И все же, когда свернули со своей улицы в переулок направо (а в школу надо было идти прямо), то сердце у Кости словно бы чуточку уменьшилось и стало биться в груди часто и жалобно. Но это всего на минутку, не больше. Вскоре сердце успокоилось, вполне довольное своим хозяином. Костя улыбался и даже немножко пританцовывал на бегу (переулок шел под уклон, и бежать по нему было легче и приятней, чем идти шагом).

Они бежали, смеясь и размахивая портфелями, пинали на ходу бумажный стаканчик от мороженого, и солнце им радостно улыбалось с голубой высоты.

В школе еще не успел прозвучать звонок к первому уроку, а друзья уже подходили к реке. Вот она — голубая, как небо, блестящая и тихая, заросшая по берегам кустами тальника, длинные ветви которого уже закурчавились крохотными зелеными листочками.

Гринька, видимо, пользовался не совсем точными данными, говоря о любителях раннего купания. Взору ребят предстал лишь один такой любитель. Это был крупный, пегой масти бульдог, храбро кидавшийся в воду за изгрызенной палкой, которую его хозяин с размаху бросал с берега.

Выйдя на песок, четвероногий энтузиаст купания энергично стряхнул с шерсти воду, разлетевшуюся яркими брызгами, и, обратив к нежданным пришельцам страшную морду, свирепо оглядел их, словно предостерегая, что такое соседство ему не по душе.

Однако трое приятелей не дрогнули. Побросали на песок портфели, а Гринька, скинув с себя рубаху, даже радостно объявил:

— Собака — друг человека. Если буду тонуть, то этот красавчик в беде меня не оставит.

Хозяин бульдога — сутулый немолодой мужчина — взял из пасти собаки палку и проговорил, обращаясь к пришедшим:

— Вы бы, ребятки, поостереглись купаться. Вода еще очень холодная. Джек, правда же, вода холодная?

Джек дважды утвердительно пролаял и, следя за палкой в руке хозяина, весь напрягся, готовый снова стремглав лететь в воду.

— А ему все равно это нравится. Молодец, Джек! — одобрил Гринька и стащил с себя ботинки, носки. — Кость, — смеясь, сказал Гринька, — ты мне тоже кинь палку!
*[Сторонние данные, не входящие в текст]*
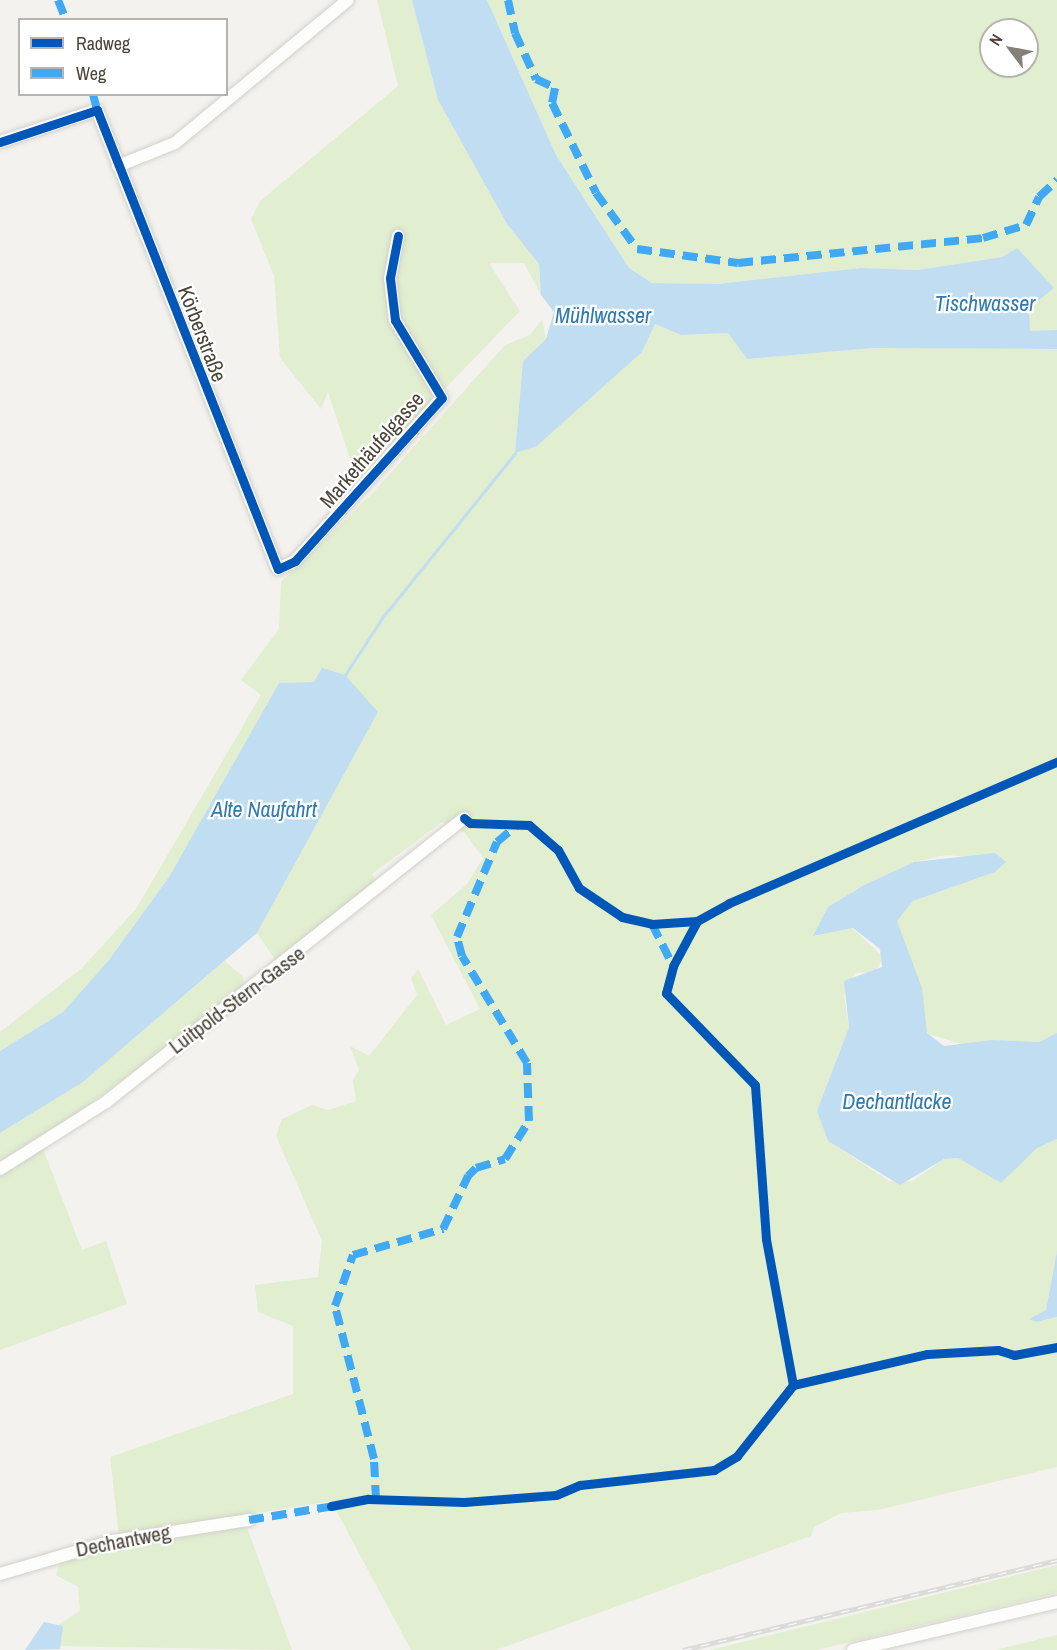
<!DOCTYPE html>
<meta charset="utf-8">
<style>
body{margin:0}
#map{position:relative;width:1057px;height:1650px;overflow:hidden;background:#f4f2ee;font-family:"Archivo Narrow",sans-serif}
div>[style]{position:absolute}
.green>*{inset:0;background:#e1eecf}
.water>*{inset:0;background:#c0ddf1}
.stream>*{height:3px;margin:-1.5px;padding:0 1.5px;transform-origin:1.5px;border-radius:1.5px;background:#c0ddf1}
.roads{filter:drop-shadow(0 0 2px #d2d0cb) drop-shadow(0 0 2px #d2d0cb)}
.minor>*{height:12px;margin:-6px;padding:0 6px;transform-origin:6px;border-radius:6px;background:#fdfdfc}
.rail>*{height:5px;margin-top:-2.5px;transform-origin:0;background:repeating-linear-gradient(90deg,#fff 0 9px,#dbdbda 0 18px);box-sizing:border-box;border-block:2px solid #dbdbda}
.quiet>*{height:8px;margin-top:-4px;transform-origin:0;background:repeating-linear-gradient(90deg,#3fa9f5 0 15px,transparent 0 23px)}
.cycleway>*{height:9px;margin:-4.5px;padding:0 4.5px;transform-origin:4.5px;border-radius:4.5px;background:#0057b8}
span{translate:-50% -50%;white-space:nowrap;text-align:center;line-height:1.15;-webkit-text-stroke:4.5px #fff;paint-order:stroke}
.street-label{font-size:21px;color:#4b4439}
.water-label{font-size:22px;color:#2e7ab2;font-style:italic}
.legend{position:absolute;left:18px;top:18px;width:210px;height:78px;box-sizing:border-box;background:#fff;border:2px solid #b7b4b0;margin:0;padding:8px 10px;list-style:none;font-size:18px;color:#4b4439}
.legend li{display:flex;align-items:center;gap:12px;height:30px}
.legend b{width:30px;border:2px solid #b7b4b0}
.north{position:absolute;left:979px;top:18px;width:60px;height:60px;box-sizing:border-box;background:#fff;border:2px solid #b7b4b0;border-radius:50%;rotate:302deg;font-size:16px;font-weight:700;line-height:24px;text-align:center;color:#4b4439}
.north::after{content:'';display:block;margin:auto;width:21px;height:27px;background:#868178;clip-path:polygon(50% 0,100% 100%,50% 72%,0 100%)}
</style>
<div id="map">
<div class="green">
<i style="clip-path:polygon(377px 0,412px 0,438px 100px,507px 224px,539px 264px,541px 295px,524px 263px,489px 263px,520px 311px,357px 480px,328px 392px,321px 409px,280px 358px,274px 276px,251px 219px,260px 201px,398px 86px)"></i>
<i style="clip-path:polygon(evenodd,487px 0,1057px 0,1057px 330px,1030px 332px,1017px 248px,1002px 257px,918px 270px,861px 268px,718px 284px,652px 283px,629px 268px,556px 155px,487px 0,991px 30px,1027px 30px,1027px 66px,991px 66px,991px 30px)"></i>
<i style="clip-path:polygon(542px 319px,546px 339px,523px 361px,515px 452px,537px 446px,642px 352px,655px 324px,681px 335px,728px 333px,747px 359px,873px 348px,1057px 349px,1057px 1033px,1039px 1042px,993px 1040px,967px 1046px,926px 1033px,897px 921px,913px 901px,995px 872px,979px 858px,946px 855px,914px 862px,864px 885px,828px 907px,815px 936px,852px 928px,883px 957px,875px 972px,855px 973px,844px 995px,849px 1027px,817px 1111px,828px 1141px,889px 1181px,913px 1181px,944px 1159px,958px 1158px,1001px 1183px,1037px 1148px,1057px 1139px,1057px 1251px,1046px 1310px,1037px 1322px,1057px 1317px,1057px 1467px,878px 1510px,841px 1513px,814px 1527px,811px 1536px,496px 1650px,411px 1650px,331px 1501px,119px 1536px,110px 1457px,293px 1394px,293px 1326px,258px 1312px,255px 1285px,318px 1277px,322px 1241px,276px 1136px,282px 1119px,312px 1105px,328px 1110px,356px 1101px,353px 1080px,359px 1070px,350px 1046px,369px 1056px,417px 995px,411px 978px,418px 969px,446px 1025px,480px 1009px,431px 915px,467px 884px,483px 858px,465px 833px,442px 822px,372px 874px,376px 881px,276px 961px,257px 933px,378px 712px,314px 682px,279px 683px,169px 877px,109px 960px,63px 1012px,0 1051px,0 1032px,82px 968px,136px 909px,261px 695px,241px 680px,279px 629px,281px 582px,372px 494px,505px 345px,530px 335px)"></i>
<i style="clip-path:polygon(225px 961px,243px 977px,245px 989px,40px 1141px,82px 1250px,106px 1241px,127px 1304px,0 1350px,0 1133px,83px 1082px)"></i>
<i style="clip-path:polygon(246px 1525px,292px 1650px,58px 1646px,59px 1624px,80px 1611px,78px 1587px,56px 1575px,61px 1558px)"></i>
<i style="clip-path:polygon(1057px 1565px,1057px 1593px,816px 1650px,710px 1650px)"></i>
<i style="clip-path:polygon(1057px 1635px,1057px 1650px,995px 1650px)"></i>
</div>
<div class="water">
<i style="clip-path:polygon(412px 0,487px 0,556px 155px,629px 268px,652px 283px,718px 284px,861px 268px,918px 270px,1002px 257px,1017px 248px,1054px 288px,1029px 308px,1030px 331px,1057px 330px,1057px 349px,873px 348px,747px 359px,728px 333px,681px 335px,655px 324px,642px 352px,537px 446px,515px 453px,523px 361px,546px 339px,554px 312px,541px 295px,539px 264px,507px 224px,438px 100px)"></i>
<i style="clip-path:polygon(322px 668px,345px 675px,378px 712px,257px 933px,83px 1082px,0 1133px,0 1051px,63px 1012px,109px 960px,169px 877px,279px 683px,314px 682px)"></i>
<i style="clip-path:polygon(995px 853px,1006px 862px,995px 872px,913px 901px,897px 921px,922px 988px,927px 1033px,944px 1046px,993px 1040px,1039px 1042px,1057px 1033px,1057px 1139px,1037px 1148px,1001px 1183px,958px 1158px,944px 1159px,900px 1185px,828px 1141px,817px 1111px,849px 1027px,844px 981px,882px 967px,880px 949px,853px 928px,813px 936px,828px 907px,864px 885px,914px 862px)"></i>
<i style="clip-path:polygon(1057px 1251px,1057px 1317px,1036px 1322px,1029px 1319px,1046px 1310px)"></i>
<i style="clip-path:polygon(44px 1622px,63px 1626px,60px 1649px,25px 1650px)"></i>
</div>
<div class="stream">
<i style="left:345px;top:675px;width:68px;rotate:-57deg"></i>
<i style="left:382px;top:618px;width:212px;rotate:-51.1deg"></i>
</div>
<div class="roads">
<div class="minor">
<i style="left:0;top:142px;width:102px;rotate:-18.3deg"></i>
<i style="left:97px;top:110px;width:493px;rotate:68.5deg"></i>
<i style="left:278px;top:569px;width:19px;rotate:-25deg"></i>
<i style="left:295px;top:561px;width:219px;rotate:-48deg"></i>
<i style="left:442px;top:398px;width:91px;rotate:-121.1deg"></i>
<i style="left:395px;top:320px;width:42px;rotate:-96.8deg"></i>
<i style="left:390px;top:278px;width:43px;rotate:-79.2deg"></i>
<i style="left:118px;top:166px;width:61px;rotate:-22deg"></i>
<i style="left:175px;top:143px;width:224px;rotate:-39.6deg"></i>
<i style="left:0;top:1169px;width:125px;rotate:-32.3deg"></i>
<i style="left:106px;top:1102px;width:457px;rotate:-38.4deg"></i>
<i style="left:0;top:1574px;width:118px;rotate:-16.3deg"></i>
<i style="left:113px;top:1541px;width:138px;rotate:-8.8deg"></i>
<i style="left:853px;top:1650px;width:210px;rotate:-13.2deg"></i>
</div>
</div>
<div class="rail">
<i style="left:683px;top:1650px;width:385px;rotate:-13.5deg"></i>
</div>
<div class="quiet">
<i style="left:58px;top:0;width:22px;rotate:68deg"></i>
<i style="left:508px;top:0;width:34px;rotate:78deg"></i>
<i style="left:515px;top:33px;width:51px;rotate:65.5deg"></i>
<i style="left:536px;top:79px;width:21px;rotate:25deg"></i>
<i style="left:555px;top:88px;width:15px;rotate:101deg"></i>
<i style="left:552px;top:103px;width:100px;rotate:63.9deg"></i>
<i style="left:596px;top:193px;width:69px;rotate:53.8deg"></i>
<i style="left:637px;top:249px;width:102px;rotate:7.9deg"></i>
<i style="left:738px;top:263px;width:246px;rotate:-5.8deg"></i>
<i style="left:983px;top:238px;width:45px;rotate:-16.8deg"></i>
<i style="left:1026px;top:225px;width:31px;rotate:-65deg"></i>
<i style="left:1039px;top:197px;width:25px;rotate:-43deg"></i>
<i style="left:93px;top:94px;width:16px;rotate:76deg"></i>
<i style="left:652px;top:924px;width:47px;rotate:63.4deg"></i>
<i style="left:376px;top:1500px;width:41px;rotate:-92.8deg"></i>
<i style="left:374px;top:1459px;width:158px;rotate:-104.3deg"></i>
<i style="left:335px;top:1306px;width:54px;rotate:-70.6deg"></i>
<i style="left:353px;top:1255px;width:94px;rotate:-16.1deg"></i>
<i style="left:443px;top:1229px;width:59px;rotate:-64.7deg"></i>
<i style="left:468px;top:1176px;width:11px;rotate:-45deg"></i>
<i style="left:476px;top:1168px;width:30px;rotate:-17deg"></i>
<i style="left:505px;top:1159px;width:45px;rotate:-57.7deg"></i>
<i style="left:529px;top:1121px;width:58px;rotate:-92deg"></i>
<i style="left:527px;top:1063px;width:125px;rotate:-121.3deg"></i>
<i style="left:462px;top:956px;width:20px;rotate:-105deg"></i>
<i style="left:457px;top:937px;width:103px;rotate:-67.2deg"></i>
<i style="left:497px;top:842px;width:26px;rotate:-40deg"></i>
<i style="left:249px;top:1520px;width:86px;rotate:-9.4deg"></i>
</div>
<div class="cycleway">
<i style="left:0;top:142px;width:102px;rotate:-18.3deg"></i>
<i style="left:97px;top:110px;width:493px;rotate:68.5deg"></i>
<i style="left:278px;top:569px;width:19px;rotate:-25deg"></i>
<i style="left:295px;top:561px;width:219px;rotate:-48deg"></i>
<i style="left:442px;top:398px;width:91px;rotate:-121.1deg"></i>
<i style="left:395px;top:320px;width:42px;rotate:-96.8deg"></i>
<i style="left:390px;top:278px;width:43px;rotate:-79.2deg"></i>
<i style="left:464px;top:818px;width:8px;rotate:40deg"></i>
<i style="left:470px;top:823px;width:59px;rotate:1.9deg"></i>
<i style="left:529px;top:825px;width:38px;rotate:41deg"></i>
<i style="left:558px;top:850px;width:43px;rotate:61.1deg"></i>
<i style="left:579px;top:888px;width:52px;rotate:34deg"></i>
<i style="left:622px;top:917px;width:31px;rotate:13deg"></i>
<i style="left:652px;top:924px;width:45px;rotate:-3.8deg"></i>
<i style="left:793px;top:1385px;width:148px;rotate:-100.5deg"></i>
<i style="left:766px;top:1239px;width:154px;rotate:-94.1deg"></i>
<i style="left:755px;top:1085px;width:128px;rotate:-134.1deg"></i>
<i style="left:666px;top:993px;width:28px;rotate:-75deg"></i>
<i style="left:673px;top:966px;width:51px;rotate:-61.9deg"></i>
<i style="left:697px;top:921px;width:37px;rotate:-29deg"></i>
<i style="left:729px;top:903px;width:357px;rotate:-23.3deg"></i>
<i style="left:331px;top:1506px;width:38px;rotate:-11deg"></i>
<i style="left:368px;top:1499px;width:96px;rotate:1.8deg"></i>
<i style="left:464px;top:1502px;width:92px;rotate:-4.4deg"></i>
<i style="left:556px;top:1495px;width:26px;rotate:-23deg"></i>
<i style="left:580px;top:1485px;width:135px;rotate:-6.4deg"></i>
<i style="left:714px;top:1470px;width:27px;rotate:-31deg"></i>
<i style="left:737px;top:1456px;width:90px;rotate:-51.7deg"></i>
<i style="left:793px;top:1385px;width:138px;rotate:-13deg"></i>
<i style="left:927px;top:1354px;width:71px;rotate:-3.2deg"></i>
<i style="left:998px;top:1350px;width:17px;rotate:17deg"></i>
<i style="left:1014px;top:1355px;width:44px;rotate:-10.5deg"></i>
</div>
<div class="street-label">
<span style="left:202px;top:334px;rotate:69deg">Körberstraße</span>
<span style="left:372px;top:450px;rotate:-49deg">Markethäufelgasse</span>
<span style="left:237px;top:1000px;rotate:-37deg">Luitpold-Stern-Gasse</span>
<span style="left:123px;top:1541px;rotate:-11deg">Dechantweg</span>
</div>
<div class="water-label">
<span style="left:985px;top:304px">Tischwasser</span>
<span style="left:603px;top:316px">Mühlwasser</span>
<span style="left:264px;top:810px">Alte Naufahrt</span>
<span style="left:897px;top:1102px">Dechantlacke</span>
</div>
<ul class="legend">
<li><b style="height:8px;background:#0057b8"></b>Radweg</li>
<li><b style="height:8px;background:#3fa9f5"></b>Weg</li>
</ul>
<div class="north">N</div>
</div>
Костя и Симка не сводили с приятеля влюбленных глаз. Ну и дает! Ну и Гринька! Прямо как Юрий Никулин! Тоже бы в цирке ему выступать. А юный Никулин вдруг упал на все четыре конечности и, повизгивая, ждал команды.

Хохот душил Костю. Он без сил повалился на землю.

— Кидайте! — потребовал Гринька.

Костя пощупал вокруг — ничего на песке не нашел.

— Кидайте! — вопил новоявленный четвероногий «пес».

Тогда Костя стащил с ноги сандалию и с криком «Джек, вперед!» швырнул ее в голубую воду.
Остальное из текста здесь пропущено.